Licensee agrees to pay a License fee to Licensor, from [DATE], and after that date, during the term of this Agreement, for devices incorporating and containing the above inventions manufactured, sold and exhibited by Licensee; and these royalties are calculated as follows: An amount based on a sliding scale that decreases with the increase in the licensee`s sales volume during a fiscal year in accordance with the following schedule: [SPECIFY]. Your agreement may require a license restriction section that addresses the domain, territory, rights of the previous licensee, and commercial rights retained by licensor. A lawyer can help you ensure that all of these restrictions are properly described in your license agreement. This Agreement is binding and applies to Licensor`s successors and assigns and may be transferable and binding on Licensee`s successors and assigns. Issues that deal with the natural flow of the license should also be taken into account. For example, what happens to the know-how (if available) after all patents expire? What are the confidentiality obligations after expiration? A non-exclusive license generally allows the licensee to practice the invention or authorize others to do so on behalf of the licensee. As a general rule, it is not transferable by assignment to another party. As a general rule, the non-exclusive licensee does not have the right to bring an action for infringement, whereas if the licensee is granted an exclusive licence, this would generally be permitted, as provided for in the agreement. If, in a dispute concerning one of the letters patent, under which the exclusive right and licence were granted, a violation of that right and licence is alleged, one of the letters patent must be declared invalid by the court or interpreted by the court as not covering a defendant`s apparatus, in particular with respect to [SPECIFY], the royalty agreed under this Agreement will be waived, and licensee will be promptly released from all obligations under this Agreement. It is recommended to use basic information in a contract, because shortly after the conclusion of the agreement and the signing of the agreement, the memories of the negotiators fade and a short series of statements about the context of the agreement can become invaluable in case the contract should be interpreted by a court or arbitrator.

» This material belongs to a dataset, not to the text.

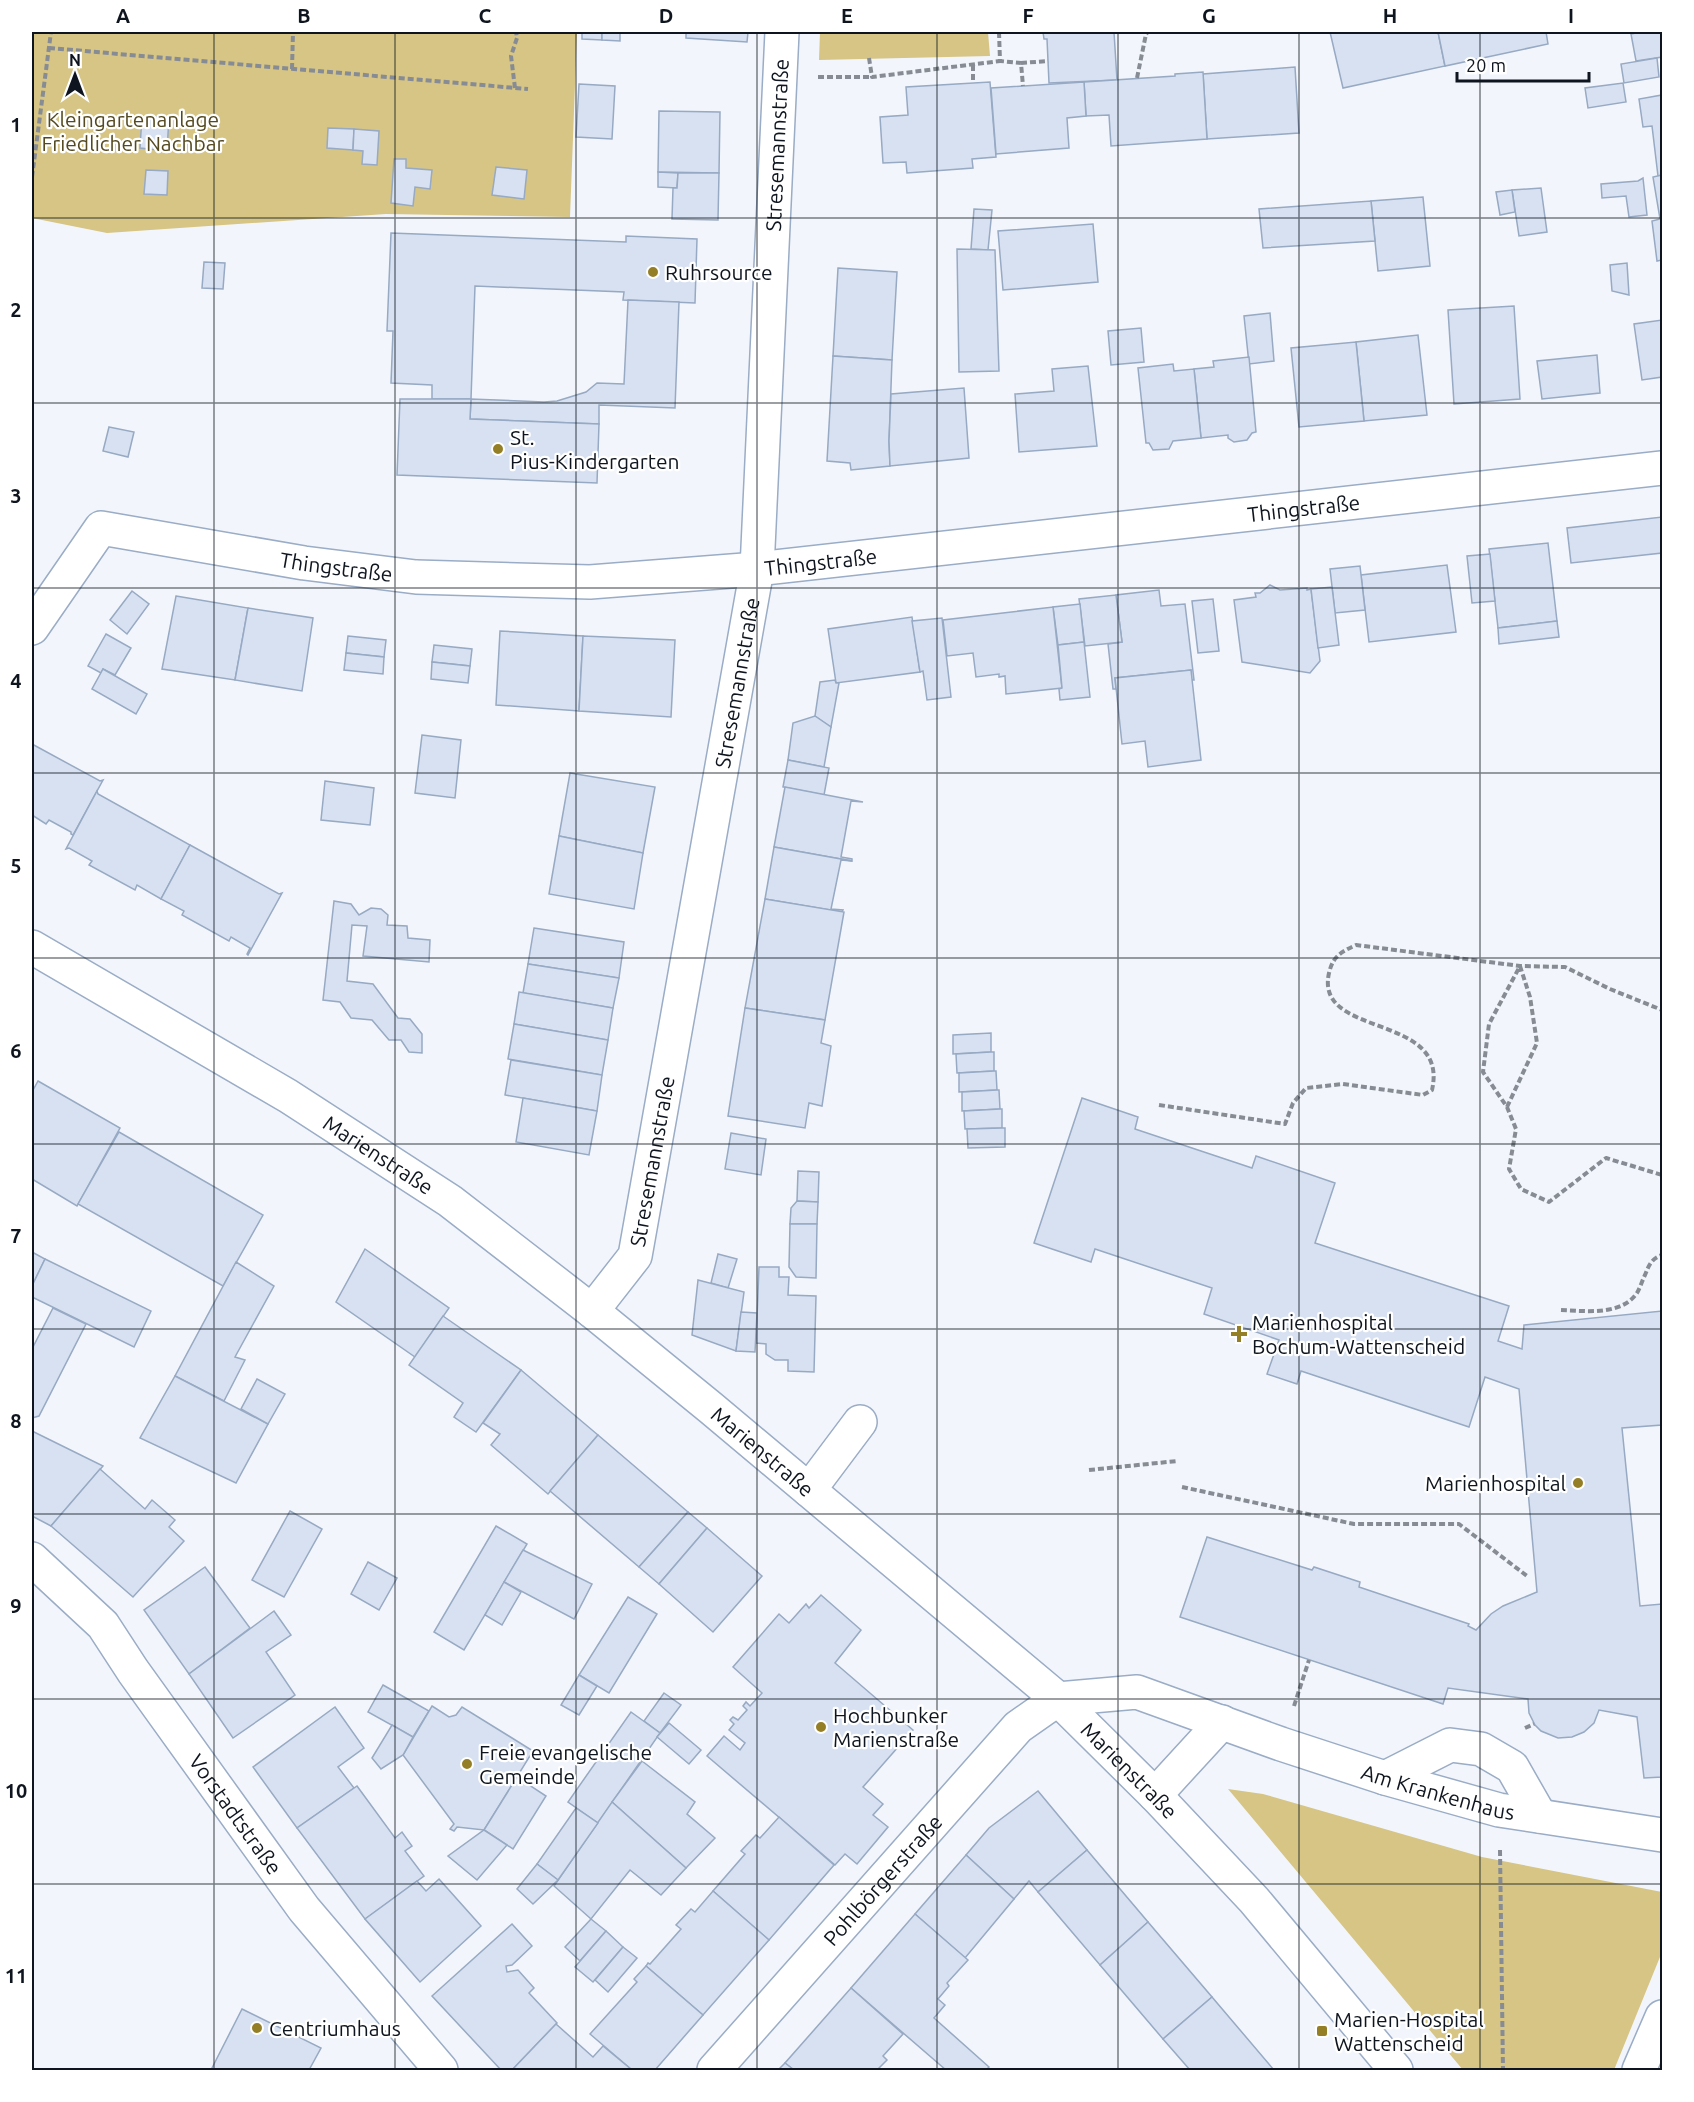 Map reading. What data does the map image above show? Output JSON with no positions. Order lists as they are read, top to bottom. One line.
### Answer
{"streets":{"street":["Stresemannstraße","Thingstraße","Marienstraße","Am Krankenhaus","Vorstadtstraße","Pohlbörgerstraße"]},"crossings":[["Stresemannstraße","Thingstraße"],["Stresemannstraße","Marienstraße"],["Marienstraße","Am Krankenhaus"],["Marienstraße","Pohlbörgerstraße"],["Am Krankenhaus","Pohlbörgerstraße"]],"parks":["Kleingartenanlage Friedlicher Nachbar"],"places":{"other":["Ruhrsource","St. Pius-Kindergarten","Marienhospital","Hochbunker Marienstraße","Freie evangelische Gemeinde","Centriumhaus"],"health":["Marienhospital Bochum-Wattenscheid"],"transit":["Marien-Hospital Wattenscheid"]},"scale_bar":"20 m","north":"top","grid":{"columns":["A","B","C","D","E","F","G","H","I"],"rows":["1","2","3","4","5","6","7","8","9","10","11"]}} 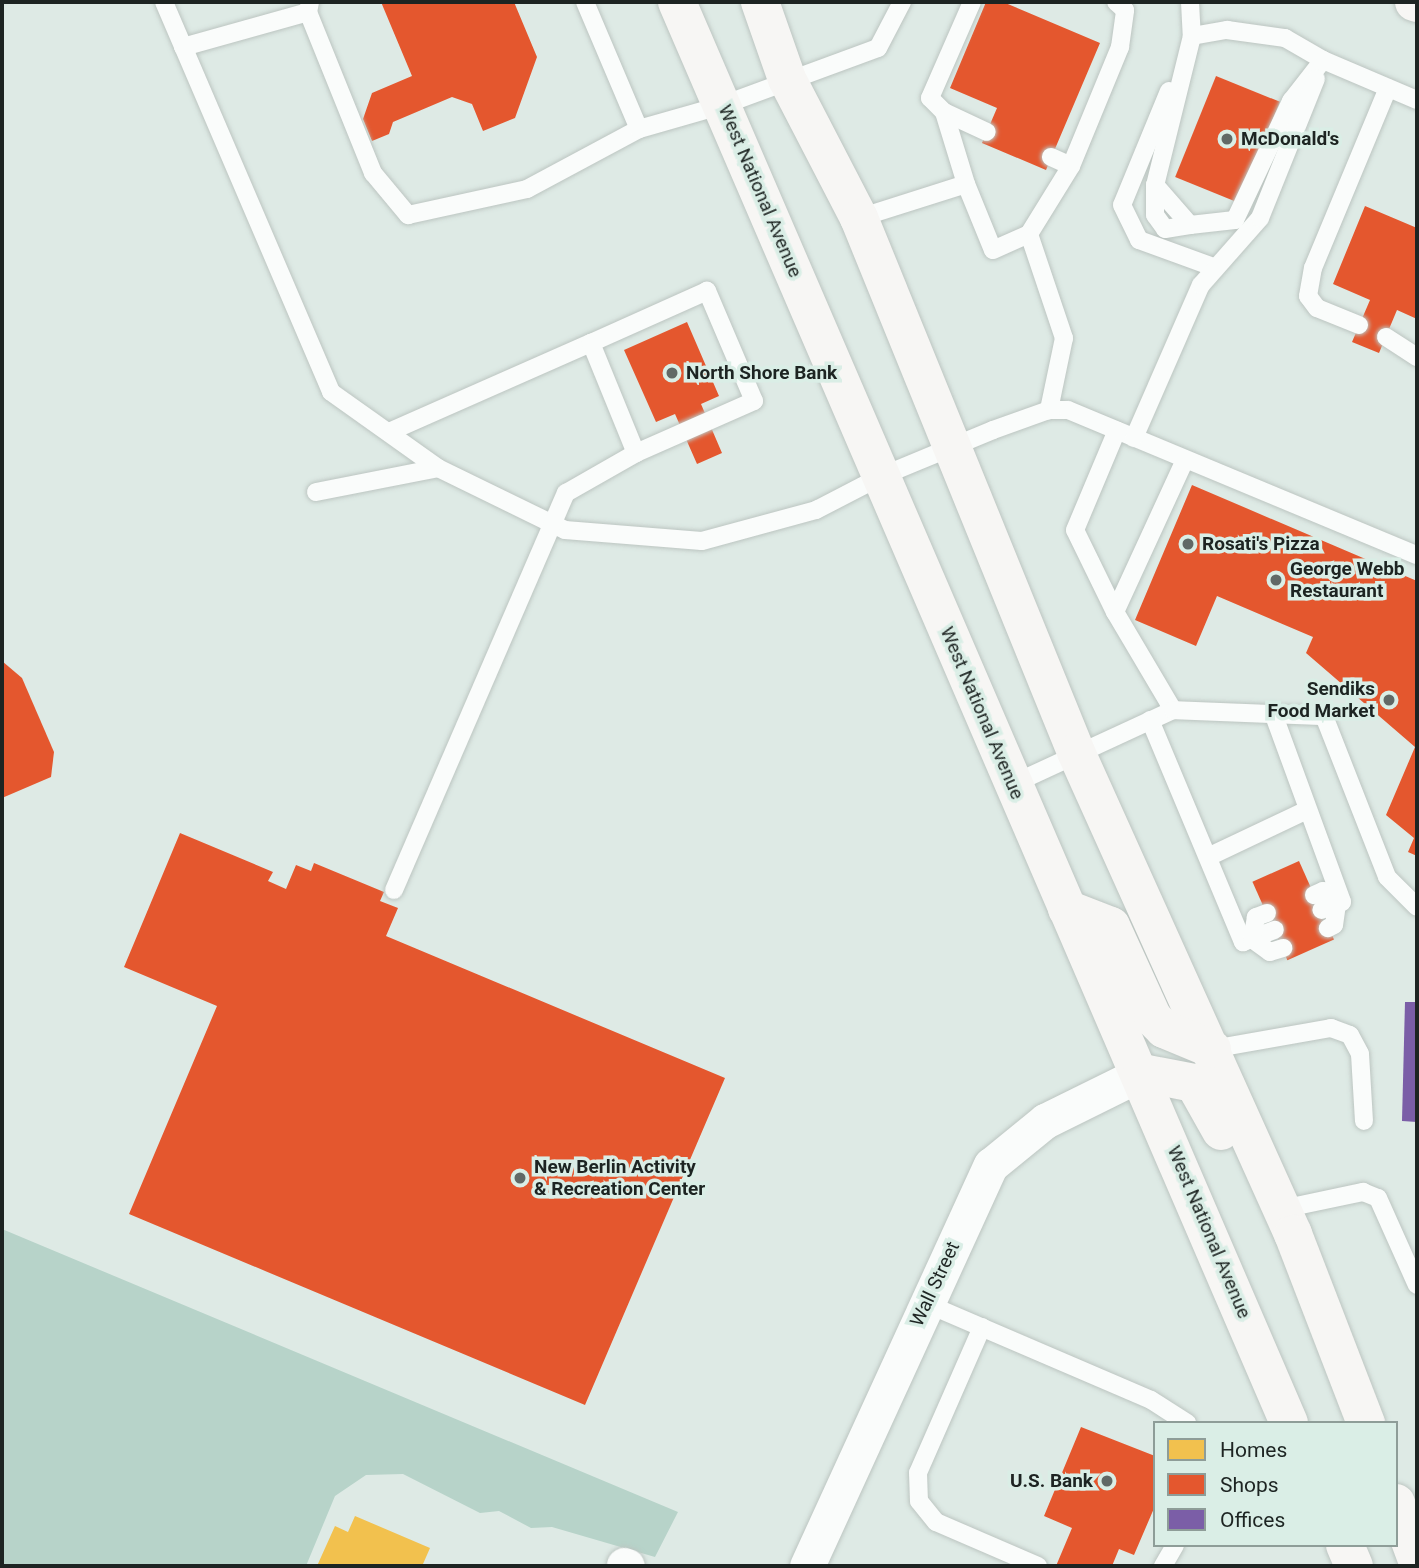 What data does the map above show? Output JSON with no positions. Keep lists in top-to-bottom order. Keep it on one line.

Since patent licensing agreements can be complicated and you want to make sure that all issues are adequately covered, you should contact a lawyer to guide you in this delicate area of intellectual property law. Those entering into a licensing agreement should consult a lawyer as there are complexities that are difficult to grasp for those who do not have a thorough understanding of intellectual property law. If a confidentiality or non-disclosure agreement has been entered into by the parties and remains in effect for the duration of the license agreement, nothing else is required. If this has not been done, a section dealing with confidentiality conditions may be included in the license agreement. If the previously agreed confidentiality agreement is weak, now it is time to strengthen it and ensure that these terms take precedence over previous agreements in the license agreement! Your consent may require a section with the reservation of rights. This section is particularly important if Licensor is a non-profit organization and must ensure that certain rights to use intellectual property are reserved for academic, non-profit research or humanitarian purposes in developing countries or under the provisions of the Bayh-Dole Act (in the United States). Forgetting to include the required reservation of rights in a license could invalidate the license and/or lead to a costly legal battle to determine which rights actually belong to the licensor. In the context of exclusive licensees, another issue to be considered by the licensor is whether or not it wishes to exercise the intellectual property rights for which it intends to grant an exclusive licence, since the reservation to the licensor of the right to exercise the intellectual property rights in question cannot render the licence exclusive. Discussing this decision with a lawyer can help you determine the appropriate course of action for your business.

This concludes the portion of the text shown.